Stonehenge is a monument that Brits tend to think of as archetypically British. But the exhibition confounded all expectations. A wall mounted with dozens of beautiful stone axe heads from all over Europe revealed, post-Brexit, an almost provocatively counterintuitive picture; Britain connected by a large land bridge to northern Europe, with Stonehenge as the trading and pilgrimage heart of a borderless world. Recent excavations have provided plentiful evidence of trade from further afield – pottery, jewellery and weapons from the Middle East, North Africa and Asia Minor. More intriguing still were the mysterious carvings of flowing spirals and cups and rings, on giant rocks and boulders found across Europe, from Germany to Scotland.

The British Museum show was fascinating – but there were some troubling aspects too.

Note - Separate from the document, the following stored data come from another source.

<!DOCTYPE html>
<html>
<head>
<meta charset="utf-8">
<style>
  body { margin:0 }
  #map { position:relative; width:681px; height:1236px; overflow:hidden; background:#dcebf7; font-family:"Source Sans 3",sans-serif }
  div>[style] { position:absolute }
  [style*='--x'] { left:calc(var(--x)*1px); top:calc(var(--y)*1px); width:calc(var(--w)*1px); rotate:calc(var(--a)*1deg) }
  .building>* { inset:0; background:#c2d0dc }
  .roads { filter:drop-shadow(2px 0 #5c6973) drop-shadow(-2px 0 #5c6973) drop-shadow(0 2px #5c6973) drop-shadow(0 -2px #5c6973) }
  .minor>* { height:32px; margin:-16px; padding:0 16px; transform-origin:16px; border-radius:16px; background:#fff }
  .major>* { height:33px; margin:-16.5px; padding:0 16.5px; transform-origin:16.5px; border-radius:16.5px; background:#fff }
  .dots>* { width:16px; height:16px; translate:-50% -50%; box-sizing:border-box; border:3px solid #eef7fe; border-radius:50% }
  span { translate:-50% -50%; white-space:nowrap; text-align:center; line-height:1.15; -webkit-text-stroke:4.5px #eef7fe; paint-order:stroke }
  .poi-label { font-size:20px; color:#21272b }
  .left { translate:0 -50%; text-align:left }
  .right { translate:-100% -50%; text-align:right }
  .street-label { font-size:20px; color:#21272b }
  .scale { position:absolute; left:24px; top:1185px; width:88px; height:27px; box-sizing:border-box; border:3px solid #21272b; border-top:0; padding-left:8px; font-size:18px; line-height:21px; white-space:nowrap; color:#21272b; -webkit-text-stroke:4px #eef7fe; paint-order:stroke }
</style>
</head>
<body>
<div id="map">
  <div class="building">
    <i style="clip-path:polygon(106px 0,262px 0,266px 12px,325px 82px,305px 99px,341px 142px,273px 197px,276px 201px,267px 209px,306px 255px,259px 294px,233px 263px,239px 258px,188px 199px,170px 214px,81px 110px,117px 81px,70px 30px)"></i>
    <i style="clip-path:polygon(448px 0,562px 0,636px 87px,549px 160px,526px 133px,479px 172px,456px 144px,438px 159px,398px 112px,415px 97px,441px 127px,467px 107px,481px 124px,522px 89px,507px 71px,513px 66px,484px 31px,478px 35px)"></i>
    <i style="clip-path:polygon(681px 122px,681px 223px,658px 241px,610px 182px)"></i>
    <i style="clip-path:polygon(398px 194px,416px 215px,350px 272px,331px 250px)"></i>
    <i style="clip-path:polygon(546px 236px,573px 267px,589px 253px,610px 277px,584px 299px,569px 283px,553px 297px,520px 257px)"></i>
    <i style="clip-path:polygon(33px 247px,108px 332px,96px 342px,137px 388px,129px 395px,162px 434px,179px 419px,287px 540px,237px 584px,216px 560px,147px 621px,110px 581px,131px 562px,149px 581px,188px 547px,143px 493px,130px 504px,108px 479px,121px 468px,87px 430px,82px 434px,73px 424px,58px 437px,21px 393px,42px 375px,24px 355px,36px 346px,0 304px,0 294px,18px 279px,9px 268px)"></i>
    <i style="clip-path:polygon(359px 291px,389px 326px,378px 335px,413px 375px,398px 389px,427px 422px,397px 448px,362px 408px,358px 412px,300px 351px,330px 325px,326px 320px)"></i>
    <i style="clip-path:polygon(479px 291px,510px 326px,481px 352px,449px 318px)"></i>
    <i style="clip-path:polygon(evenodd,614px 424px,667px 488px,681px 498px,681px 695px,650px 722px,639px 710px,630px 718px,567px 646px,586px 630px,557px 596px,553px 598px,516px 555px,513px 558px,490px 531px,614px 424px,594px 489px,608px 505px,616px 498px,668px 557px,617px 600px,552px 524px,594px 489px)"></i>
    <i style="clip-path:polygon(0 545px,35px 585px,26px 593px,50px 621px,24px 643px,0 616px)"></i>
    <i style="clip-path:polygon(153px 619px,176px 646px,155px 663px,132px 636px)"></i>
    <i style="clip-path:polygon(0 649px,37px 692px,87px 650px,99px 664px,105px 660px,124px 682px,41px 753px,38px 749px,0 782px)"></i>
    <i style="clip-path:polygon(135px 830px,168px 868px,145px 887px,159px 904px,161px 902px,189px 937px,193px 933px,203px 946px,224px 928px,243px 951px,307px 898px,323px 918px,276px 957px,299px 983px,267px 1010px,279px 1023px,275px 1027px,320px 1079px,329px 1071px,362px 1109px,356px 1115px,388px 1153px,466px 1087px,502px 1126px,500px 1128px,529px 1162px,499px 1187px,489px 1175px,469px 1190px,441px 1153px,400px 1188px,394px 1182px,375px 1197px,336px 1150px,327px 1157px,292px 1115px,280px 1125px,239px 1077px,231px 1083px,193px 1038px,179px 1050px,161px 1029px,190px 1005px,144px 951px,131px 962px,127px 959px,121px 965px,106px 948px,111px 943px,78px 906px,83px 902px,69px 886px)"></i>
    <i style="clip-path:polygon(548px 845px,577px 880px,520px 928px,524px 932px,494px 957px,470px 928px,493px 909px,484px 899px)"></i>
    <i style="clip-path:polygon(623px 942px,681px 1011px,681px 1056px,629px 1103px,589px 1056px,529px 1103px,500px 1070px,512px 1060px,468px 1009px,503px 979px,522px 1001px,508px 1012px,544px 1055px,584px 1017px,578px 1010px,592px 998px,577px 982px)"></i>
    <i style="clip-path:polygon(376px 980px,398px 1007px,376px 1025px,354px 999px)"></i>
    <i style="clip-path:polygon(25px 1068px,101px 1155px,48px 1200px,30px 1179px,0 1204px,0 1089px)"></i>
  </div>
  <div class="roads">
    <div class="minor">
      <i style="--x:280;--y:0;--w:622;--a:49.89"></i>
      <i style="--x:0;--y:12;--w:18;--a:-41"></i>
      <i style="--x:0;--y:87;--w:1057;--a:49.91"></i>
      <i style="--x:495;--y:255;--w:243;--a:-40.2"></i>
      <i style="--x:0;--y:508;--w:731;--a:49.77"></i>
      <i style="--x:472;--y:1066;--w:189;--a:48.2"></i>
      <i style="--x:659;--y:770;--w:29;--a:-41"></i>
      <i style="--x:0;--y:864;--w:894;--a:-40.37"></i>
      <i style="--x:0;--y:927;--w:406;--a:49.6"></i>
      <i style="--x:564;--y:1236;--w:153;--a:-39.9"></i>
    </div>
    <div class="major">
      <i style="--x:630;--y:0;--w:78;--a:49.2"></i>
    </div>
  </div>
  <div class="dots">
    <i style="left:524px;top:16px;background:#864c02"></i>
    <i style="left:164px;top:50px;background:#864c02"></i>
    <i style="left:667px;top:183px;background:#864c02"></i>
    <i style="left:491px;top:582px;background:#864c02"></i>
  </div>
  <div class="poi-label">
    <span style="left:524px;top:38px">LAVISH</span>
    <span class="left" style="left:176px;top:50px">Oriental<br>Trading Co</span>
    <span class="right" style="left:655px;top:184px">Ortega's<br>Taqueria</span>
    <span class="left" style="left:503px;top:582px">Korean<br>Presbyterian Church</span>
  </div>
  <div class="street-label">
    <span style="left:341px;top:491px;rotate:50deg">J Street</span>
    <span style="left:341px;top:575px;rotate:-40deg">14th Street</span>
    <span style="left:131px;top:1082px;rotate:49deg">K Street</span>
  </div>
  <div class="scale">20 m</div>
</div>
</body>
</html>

The exhibition included skeletons that had been unearthed in graves. One was the skeleton of a woman who was still clutching the outline of her dead baby, a bag of more than a hundred animal teeth buried with them as a spiritual offering. After more than a century of challenge, museums would not, I think, dare to display the human remains of ancient First Nation peoples this way. On the one hand, modern Europeans claim a kinship with these ancient brothers and sisters, and yet we tolerate what could be seen as the desecration of their graves. With their belief systems long lost, they have no one to advocate for them.

And yet there is an honest spiritual craving in our modern behaviour around ancient monuments. Stonehenge is now understood to have been built in line with the natural cycle of the Earth’s rotation around the Sun, aligning with sunrise during the solstices. Humanists surely recognise the pull of acknowledging our place in the beautiful but indifferent Solar System.

Iwitnessed this pull in action on that day before the summer solstice when Ian and I walked on Stanton Moor. Not far from where Ian pointed out the outline of ancient homes is a Bronze Age stone circle known as the Nine Ladies. Around it, a tent city had grown up, of young families as much as old hippies, wanting to be part of something bigger than themselves. Such gatherings have been happening all over the country at stone circles.

Part of it, I’m sure, is that after all the Covid lockdowns, we are still cherishing our right to roam freely and be with others. But there seems to be something else we are craving. It may seem that we know very little about our ancient ancestors. We don’t have a good idea of how they looked, and even their bones have mostly vanished. But they have left the most tantalising glimpses: jewellery made of black obsidian; gold torques of such weight and braided beauty it’s dazzling to imagine them worn in ritual acts. It’s also pleasing to discover that some of the finds in the Stonehenge exhibition suggest women may well have held positions of power in these societies, as shamans.

These were humans living on a minute timescale compared to the weathered rocks of their monuments. Yet their mystery binds them to us. We are drawn to the idea of their transience – for what did the pandemic do more to reveal than the fragility of our own lives?